I appreciate the message about the fonts. I'll incorporate that change in my next pass through to clean up bugs (and so many there are, unfortunately). I didn't even make an attempt to understand how loading/using fonts actually works during my first pass.

The "slow" comment is really just preemptive defense. I think, for the most part, there aren't any gross inefficiencies in how the library does things. I just didn't design for speed or frequent (5 times/sec) updates; I certainly add many layers of redirection to any action the windows take. As far as I can tell, the wrapping is fast, but the window doesn't handle resizing well with huge amounts of text. That seemed to crop up when I added the inline text-based hotspots.

I actually didn't "change" the scroller math. The slider was the last hotspot I added, and I had a decent grasp on the callbacks at that point, so I wasn't pulling elements from your code any more. I don't actually use sliders often, but I needed the scroller to work in at least some sort of fashion to move on with development, so I shoved something in that worked conceptually and added some constants to get the scrolling action close enough to let me test everything together.
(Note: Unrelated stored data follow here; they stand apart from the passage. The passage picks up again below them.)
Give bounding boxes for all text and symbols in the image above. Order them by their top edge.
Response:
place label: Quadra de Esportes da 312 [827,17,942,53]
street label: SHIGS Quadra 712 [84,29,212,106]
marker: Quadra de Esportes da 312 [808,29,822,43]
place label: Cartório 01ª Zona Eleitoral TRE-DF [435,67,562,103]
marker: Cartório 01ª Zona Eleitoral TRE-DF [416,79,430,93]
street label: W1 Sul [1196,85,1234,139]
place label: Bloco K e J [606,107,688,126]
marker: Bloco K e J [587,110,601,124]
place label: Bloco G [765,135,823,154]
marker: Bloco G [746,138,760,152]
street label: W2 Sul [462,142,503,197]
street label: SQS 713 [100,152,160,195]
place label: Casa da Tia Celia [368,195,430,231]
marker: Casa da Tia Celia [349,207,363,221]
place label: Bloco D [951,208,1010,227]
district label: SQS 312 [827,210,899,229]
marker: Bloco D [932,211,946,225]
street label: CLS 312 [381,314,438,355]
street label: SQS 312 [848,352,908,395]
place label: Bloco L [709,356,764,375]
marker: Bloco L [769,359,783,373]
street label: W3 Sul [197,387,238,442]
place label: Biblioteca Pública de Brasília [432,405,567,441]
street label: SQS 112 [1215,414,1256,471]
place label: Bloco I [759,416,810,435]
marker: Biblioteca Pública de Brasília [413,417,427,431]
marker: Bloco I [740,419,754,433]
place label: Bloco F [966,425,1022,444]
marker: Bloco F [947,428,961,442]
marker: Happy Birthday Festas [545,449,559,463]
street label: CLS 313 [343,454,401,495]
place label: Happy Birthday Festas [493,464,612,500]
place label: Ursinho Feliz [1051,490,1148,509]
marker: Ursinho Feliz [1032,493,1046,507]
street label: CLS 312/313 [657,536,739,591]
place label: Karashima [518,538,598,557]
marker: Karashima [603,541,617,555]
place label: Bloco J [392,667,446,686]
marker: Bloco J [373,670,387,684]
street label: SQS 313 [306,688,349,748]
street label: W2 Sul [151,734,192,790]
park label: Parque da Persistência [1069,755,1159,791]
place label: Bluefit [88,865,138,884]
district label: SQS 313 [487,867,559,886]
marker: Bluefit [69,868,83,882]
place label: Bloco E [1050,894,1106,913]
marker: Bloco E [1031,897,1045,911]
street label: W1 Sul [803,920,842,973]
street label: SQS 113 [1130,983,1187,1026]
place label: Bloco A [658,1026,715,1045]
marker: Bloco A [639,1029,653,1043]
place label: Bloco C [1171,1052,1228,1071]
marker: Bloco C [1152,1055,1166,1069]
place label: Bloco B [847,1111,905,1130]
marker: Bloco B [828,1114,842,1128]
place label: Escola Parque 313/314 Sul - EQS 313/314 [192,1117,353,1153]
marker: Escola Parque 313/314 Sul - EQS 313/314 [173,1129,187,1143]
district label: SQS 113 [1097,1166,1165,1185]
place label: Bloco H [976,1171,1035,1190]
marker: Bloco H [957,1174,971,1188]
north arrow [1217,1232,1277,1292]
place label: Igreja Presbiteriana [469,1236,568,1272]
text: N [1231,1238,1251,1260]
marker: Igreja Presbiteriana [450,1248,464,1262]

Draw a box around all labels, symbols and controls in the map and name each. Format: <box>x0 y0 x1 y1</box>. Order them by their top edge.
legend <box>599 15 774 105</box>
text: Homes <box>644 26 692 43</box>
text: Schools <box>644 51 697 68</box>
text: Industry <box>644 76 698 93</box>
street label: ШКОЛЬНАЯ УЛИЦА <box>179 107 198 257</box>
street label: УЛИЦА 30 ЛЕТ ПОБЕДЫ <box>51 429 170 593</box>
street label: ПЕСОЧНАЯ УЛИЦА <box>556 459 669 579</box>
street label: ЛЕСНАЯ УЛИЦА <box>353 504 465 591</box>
I know it doesn't work perfectly; I think there's even a TODO somewhere reminding me to get around to fixing it. I just haven't yet because it's close enough. Part of the reason for that is that before I fix the slider math, I really need to abstract out some more of the dirty math elements (text area dimensions, and in this case the scrollbar trough height). Before I do that, I want to figure out how the Lua OO syntax works and decide now whether that's worth the refactoring cost, because if it is, I'll do that before factoring out more of the graphical math.

If you're still looking at it, there's a new version up that fixes some fairly nasty bugs involving the destruction routines that managed to freeze out my client a few times.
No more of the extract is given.